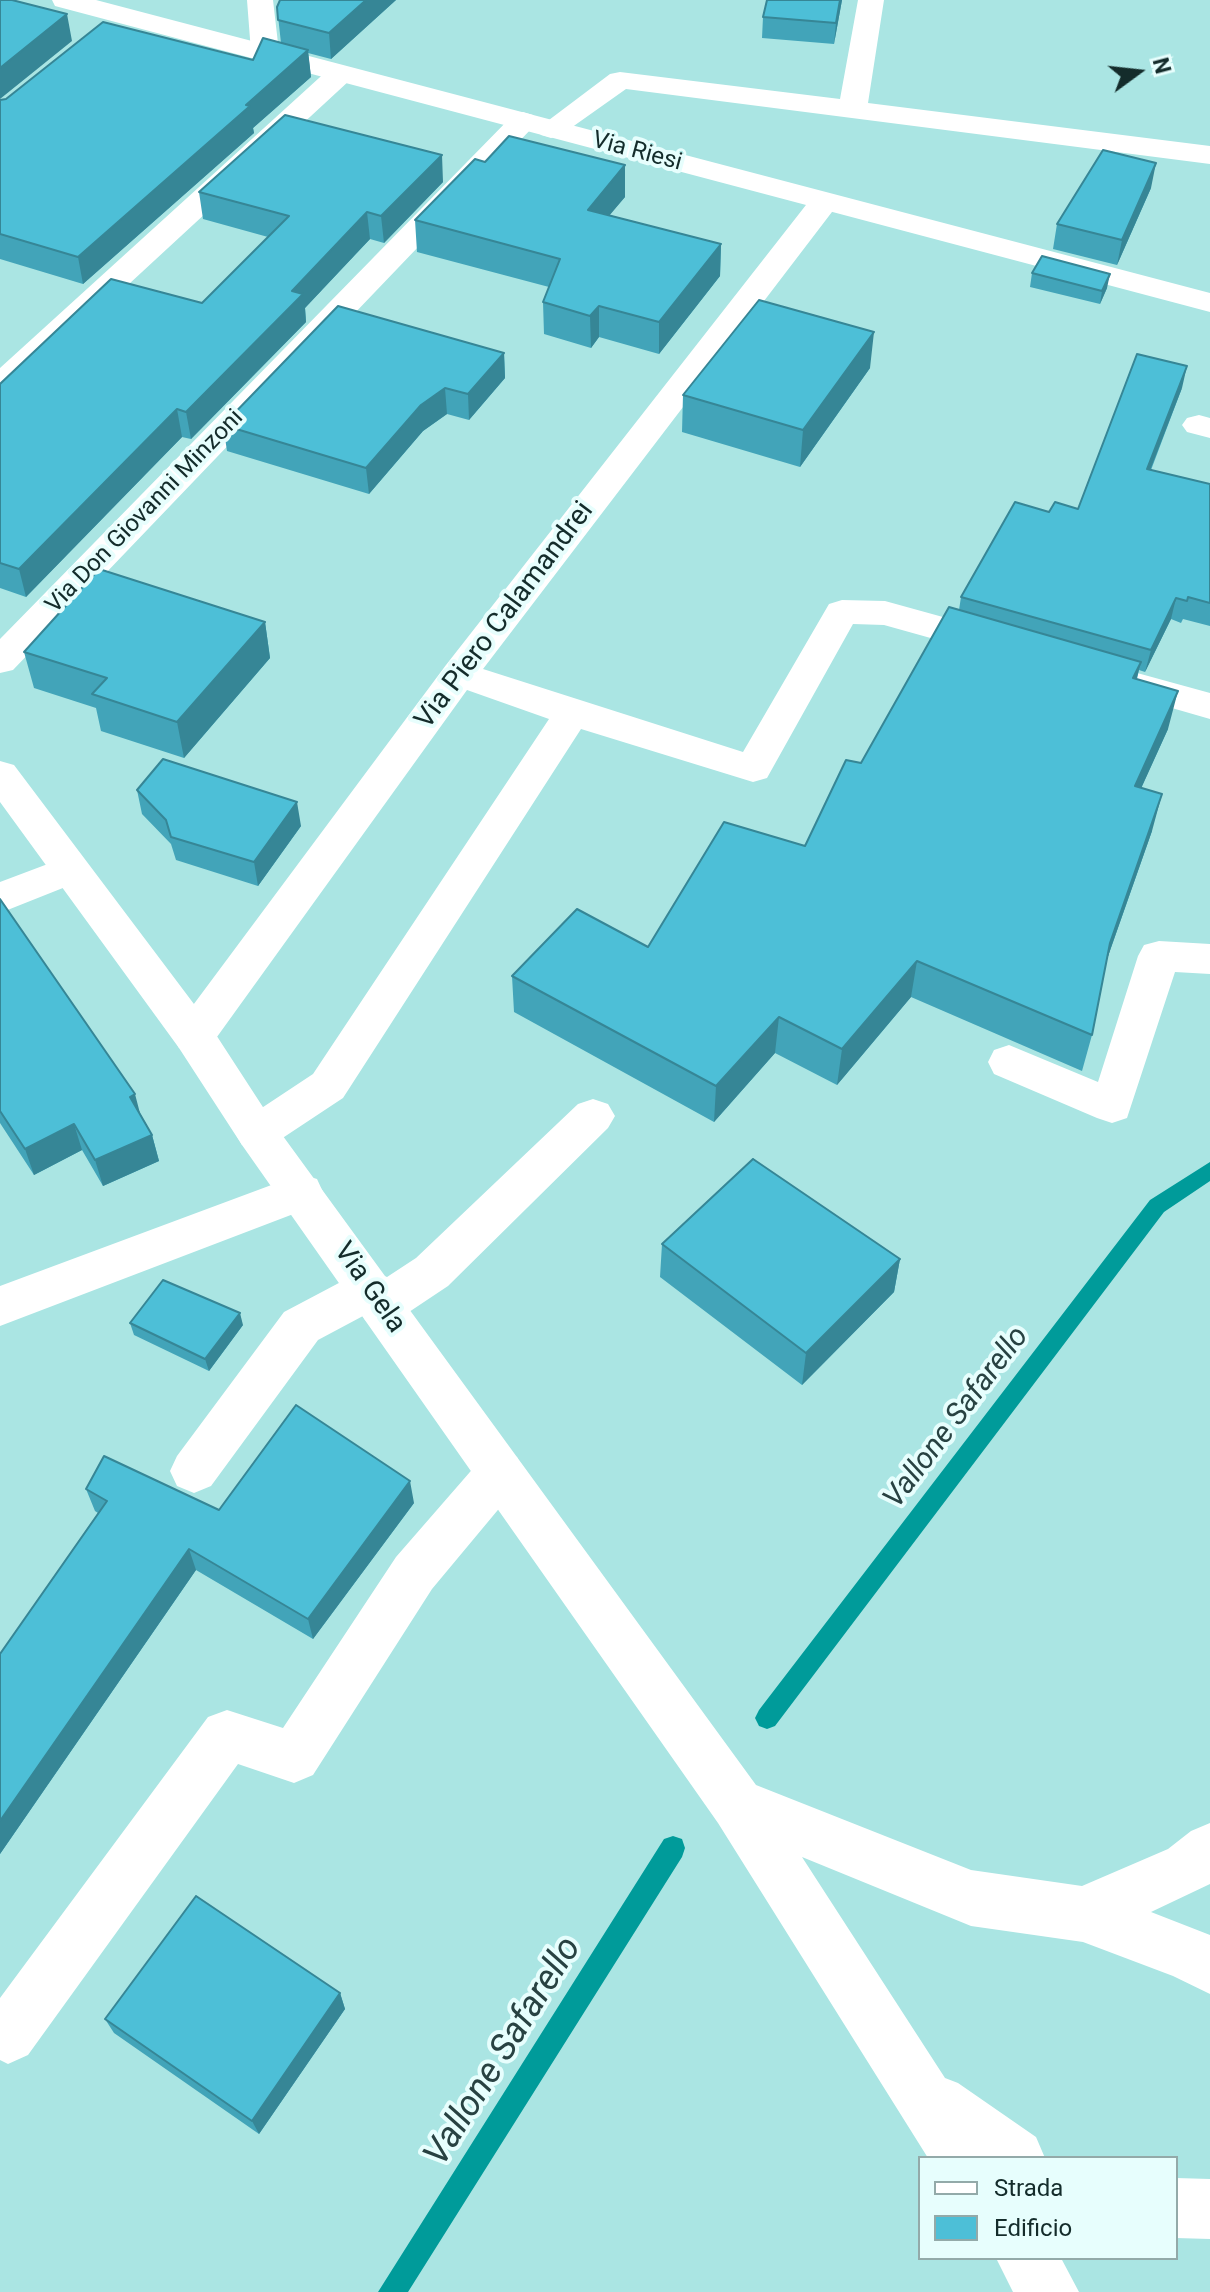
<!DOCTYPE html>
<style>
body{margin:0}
#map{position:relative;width:1210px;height:2292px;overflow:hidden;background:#aae5e3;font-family:Roboto,sans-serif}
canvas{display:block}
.legend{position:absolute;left:918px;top:2156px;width:260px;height:104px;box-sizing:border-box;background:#e7fefd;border:2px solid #93aaa9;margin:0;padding:10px 14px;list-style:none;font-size:24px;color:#142c2b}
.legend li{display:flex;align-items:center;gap:16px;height:40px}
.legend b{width:40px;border:2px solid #93aaa9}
.north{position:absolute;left:1098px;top:32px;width:80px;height:80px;-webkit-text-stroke:6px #e7fefd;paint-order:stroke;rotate:75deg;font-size:22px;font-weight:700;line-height:32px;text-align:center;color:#142c2b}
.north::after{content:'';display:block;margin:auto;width:28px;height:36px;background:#142c2b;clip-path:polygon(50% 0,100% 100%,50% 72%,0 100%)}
</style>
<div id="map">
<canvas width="1210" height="2292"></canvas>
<ul class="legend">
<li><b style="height:10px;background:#fff"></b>Strada</li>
<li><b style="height:22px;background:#4dbfd7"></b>Edificio</li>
</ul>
<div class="north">N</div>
</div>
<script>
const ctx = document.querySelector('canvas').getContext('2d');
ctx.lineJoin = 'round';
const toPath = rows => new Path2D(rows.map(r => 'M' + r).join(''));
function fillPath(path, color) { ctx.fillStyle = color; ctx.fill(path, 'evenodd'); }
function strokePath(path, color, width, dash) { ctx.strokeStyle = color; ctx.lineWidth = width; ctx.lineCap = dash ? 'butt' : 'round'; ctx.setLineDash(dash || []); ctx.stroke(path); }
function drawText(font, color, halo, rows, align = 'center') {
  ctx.font = font + ' Roboto,sans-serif'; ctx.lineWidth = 8; ctx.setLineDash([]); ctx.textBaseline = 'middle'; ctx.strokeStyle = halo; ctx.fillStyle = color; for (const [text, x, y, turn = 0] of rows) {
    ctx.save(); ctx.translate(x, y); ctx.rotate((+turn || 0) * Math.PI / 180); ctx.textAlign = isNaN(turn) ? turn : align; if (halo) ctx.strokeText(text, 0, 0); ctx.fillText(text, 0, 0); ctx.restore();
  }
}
const stream = toPath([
 [1210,1162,1210,1181,1164,1212,775,1726,767,1729,759,1726,755,1718,759,1710,1150,1200,1210,1162],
 [673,1836,682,1839,685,1848,682,1857,408,2292,378,2292,664,1839,673,1836]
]);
const minor = toPath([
 [247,0,273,0,279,52,275,58,265,60,255,58,251,52,247,0],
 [858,0,884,0,868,103,1210,146,1210,164,626,89,561,135,551,138,541,135,537,129,610,74,620,72,840,99,858,0],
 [340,66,350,68,354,74,350,80,12,392,0,395,0,368,330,68,340,66],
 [523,112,533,115,537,121,533,127,13,670,0,673,0,639,513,115,523,112],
 [824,193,835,196,839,202,835,208,483,669,743,752,829,604,842,600,885,601,1008,635,1013,644,1008,653,995,656,884,625,853,624,767,778,753,782,581,729,343,1098,272,1145,257,1150,242,1145,235,1133,242,1121,313,1074,549,719,467,690,209,1048,194,1052,179,1048,173,1036,179,1024,446,665,813,196,824,193],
 [1199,415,1210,418,1210,438,1187,432,1182,425,1187,418,1199,415],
 [1119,668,1210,693,1210,719,1106,689,1100,680,1106,671,1119,668],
 [69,856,83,860,89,870,83,880,0,913,0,882,69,856],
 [1159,941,1210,944,1210,974,1175,972,1127,1118,1112,1123,1097,1118,994,1074,988,1062,994,1050,1009,1045,1098,1082,1138,956,1144,945,1159,941],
 [593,1099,608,1104,615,1116,608,1128,448,1286,397,1320,381,1326,365,1320,363,1316,318,1340,211,1486,194,1493,177,1486,170,1471,177,1456,284,1312,354,1275,370,1270,387,1277,416,1258,578,1104,593,1099],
 [301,1174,317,1179,323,1192,317,1205,0,1326,0,1286,301,1174],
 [500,1450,517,1457,524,1472,517,1487,432,1589,313,1775,294,1783,238,1764,28,2055,8,2064,0,2060,0,1998,208,1717,227,1710,283,1728,396,1557,483,1457,500,1450]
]);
const major = toPath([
 [52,0,96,0,1210,293,1210,312,55,6,52,0],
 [0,761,14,765,209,1024,272,1121,756,1785,971,1870,1082,1886,1168,1849,1191,1831,1210,1823,1210,1884,1151,1912,1210,1935,1210,1994,1173,1976,1083,1942,971,1926,802,1857,945,2078,958,2083,1036,2137,1045,2158,928,2158,718,1823,242,1145,179,1048,0,802,0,761],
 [1176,2178,1210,2179,1210,2239,1176,2238,1176,2178],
 [996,2258,1061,2258,1079,2292,1013,2292,996,2258]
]);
const wall = toPath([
 [280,0,396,0,331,59,308,53,311,77,253,128,254,133,83,284,0,259,0,100,253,60,281,43,277,7],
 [767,0,842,0,834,44,762,38,763,17],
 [625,165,625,197,609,215,721,244,720,276,659,354,599,337,591,348,544,334,543,302,549,287,417,252,415,220],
 [443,182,384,243,370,239,305,308,306,322,191,439,182,437,26,597,0,588,0,384,202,303,268,237,203,219,199,192],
 [1151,188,1117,265,1053,249,1057,224],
 [1032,273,1107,288,1100,304,1030,287],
 [504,353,505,378,469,420,447,414,423,431,369,494,227,451,223,425],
 [870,368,800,467,682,432,683,395],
 [1182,388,1151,470,1210,484,1210,626,1183,619,1181,623,1171,619,1145,672,1139,670,1137,679,1168,729,1141,788,1152,831,1106,962,1092,1035,1082,1071,911,997,837,1085,775,1053,714,1122,514,1012,512,976,648,947,805,846,861,763,959,610,961,597,1049,512,1078,509],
 [265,622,270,658,184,758,101,731,96,708,34,688,24,652],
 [137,790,301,826,258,886,176,860,171,844,142,814],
 [0,899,141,1115,152,1135,159,1161,103,1186,82,1150,34,1175,0,1123],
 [662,1244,900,1259,894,1292,802,1385,660,1277],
 [130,1323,243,1325,209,1371,134,1335],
 [86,1489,219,1510,414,1503,313,1639,196,1570,0,1854,0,1654,98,1513,95,1511],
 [340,1993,345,2009,259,2134,114,2033,105,2019]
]);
const shadedWall = toPath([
 [366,0,396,0,331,59,329,33],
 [840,0,842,0,834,44,836,23],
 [67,14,72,41,0,99,0,68],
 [308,50,311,77,253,128,254,133,83,284,78,257],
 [442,155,443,182,384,243,381,216],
 [1156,163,1151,188,1117,265,1122,240],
 [625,165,625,197,588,241,588,210],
 [367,212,370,239,305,308,306,322,191,439,186,412,292,291],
 [721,244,720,276,659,354,659,322],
 [1110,274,1107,288,1100,304,1102,291],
 [599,306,599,337,591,348,590,316],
 [874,332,870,368,800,467,803,430],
 [504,353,505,378,469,420,468,394],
 [1187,366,1182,388,1142,491,1147,469],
 [445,388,447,414,423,431,369,494,366,468,421,405],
 [177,409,182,437,26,597,19,569],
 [1176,598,1171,619,1145,672,1151,650],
 [265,622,270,658,184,758,177,722],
 [1141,662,1131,699,1133,678],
 [1178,691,1168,729,1125,824,1135,786],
 [1162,794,1152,831,1100,979,1110,943],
 [297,802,301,826,258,886,254,862],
 [917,961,911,997,837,1085,842,1049],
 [779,1017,775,1053,714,1122,716,1086],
 [135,1094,142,1121,130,1097],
 [74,1124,82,1150,34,1175,25,1149],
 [152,1135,159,1161,103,1186,95,1160],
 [900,1259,894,1292,802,1385,806,1353],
 [240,1313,243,1325,209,1371,205,1359],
 [410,1481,414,1503,313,1639,308,1619],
 [189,1549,196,1570,0,1854,0,1821],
 [340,1993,345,2009,259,2134,252,2121]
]);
const building = toPath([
 [0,0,12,0,67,14,0,68,0,0],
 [280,0,366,0,329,33,278,20,277,7,280,0],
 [767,0,840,0,836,23,763,17,767,0],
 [103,22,253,60,263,38,308,50,246,105,250,106,78,257,0,234,0,100,6,99,103,22],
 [285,115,442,155,381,216,367,212,292,291,303,294,186,412,177,409,19,569,0,563,0,384,111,279,202,303,289,216,199,192,285,115],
 [509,136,625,165,588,210,721,244,659,322,599,306,590,316,543,302,560,259,415,220,475,159,485,162,509,136],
 [1103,150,1156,163,1122,240,1057,224,1103,150],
 [1042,256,1110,274,1102,291,1032,273,1042,256],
 [759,300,874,332,803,430,683,395,759,300],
 [338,306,504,353,468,394,445,388,421,405,366,468,223,425,338,306],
 [1137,354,1187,366,1147,469,1210,484,1210,603,1188,597,1187,601,1176,598,1151,650,961,597,1015,502,1049,512,1055,502,1078,509,1137,354],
 [99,569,265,622,177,722,92,694,107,678,24,652,99,569],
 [949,607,1141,662,1133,678,1178,691,1135,786,1162,794,1110,943,1092,1035,917,961,842,1049,779,1017,716,1086,512,976,577,909,648,947,724,822,805,846,846,760,861,763,949,607],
 [163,759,297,802,254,862,171,837,166,820,137,790,163,759],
 [0,899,135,1094,130,1097,152,1135,95,1160,74,1124,25,1149,0,1111,0,899],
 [753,1159,900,1259,806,1353,662,1244,753,1159],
 [163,1280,240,1313,205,1359,130,1323,163,1280],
 [296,1405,410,1481,308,1619,189,1549,0,1821,0,1654,107,1501,86,1489,104,1456,219,1510,296,1405],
 [196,1896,340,1993,252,2121,105,2019,196,1896]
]);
const farStreetnames = [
 ["Via Riesi",637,152,15],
 ["Via Don Giovanni Minzoni",145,512,-46]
];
const streetNames = [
 ["Via Piero Calamandrei",505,616,-53],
 ["Via Gela",369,1288,55]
];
const waterNames = [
 ["Vallone Safarello",957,1418,-53]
];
const nearWaternames = [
 ["Vallone Safarello",504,2052,-58]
];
fillPath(stream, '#009b9a');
fillPath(minor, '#fff');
fillPath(major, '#fff');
fillPath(wall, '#42a4b9');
fillPath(shadedWall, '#368696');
fillPath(building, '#4dbfd7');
strokePath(building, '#368696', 2);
drawText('24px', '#142c2b', '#e7fefd', farStreetnames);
drawText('28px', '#142c2b', '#e7fefd', streetNames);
drawText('italic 30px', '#284242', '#e7fefd', waterNames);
drawText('italic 36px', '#284242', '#e7fefd', nearWaternames);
</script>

== WHAT NEEDS TO BE DONE ==
Gather each line of the listing that holds the string "fillStyle".

== REPLY TO THE EXERCISE ==
function fillPath(path, color) { ctx.fillStyle = color; ctx.fill(path, 'evenodd'); }
  ctx.font = font + ' Roboto,sans-serif'; ctx.lineWidth = 8; ctx.setLineDash([]); ctx.textBaseline = 'middle'; ctx.strokeStyle = halo; ctx.fillStyle = color; for (const [text, x, y, turn = 0] of rows) {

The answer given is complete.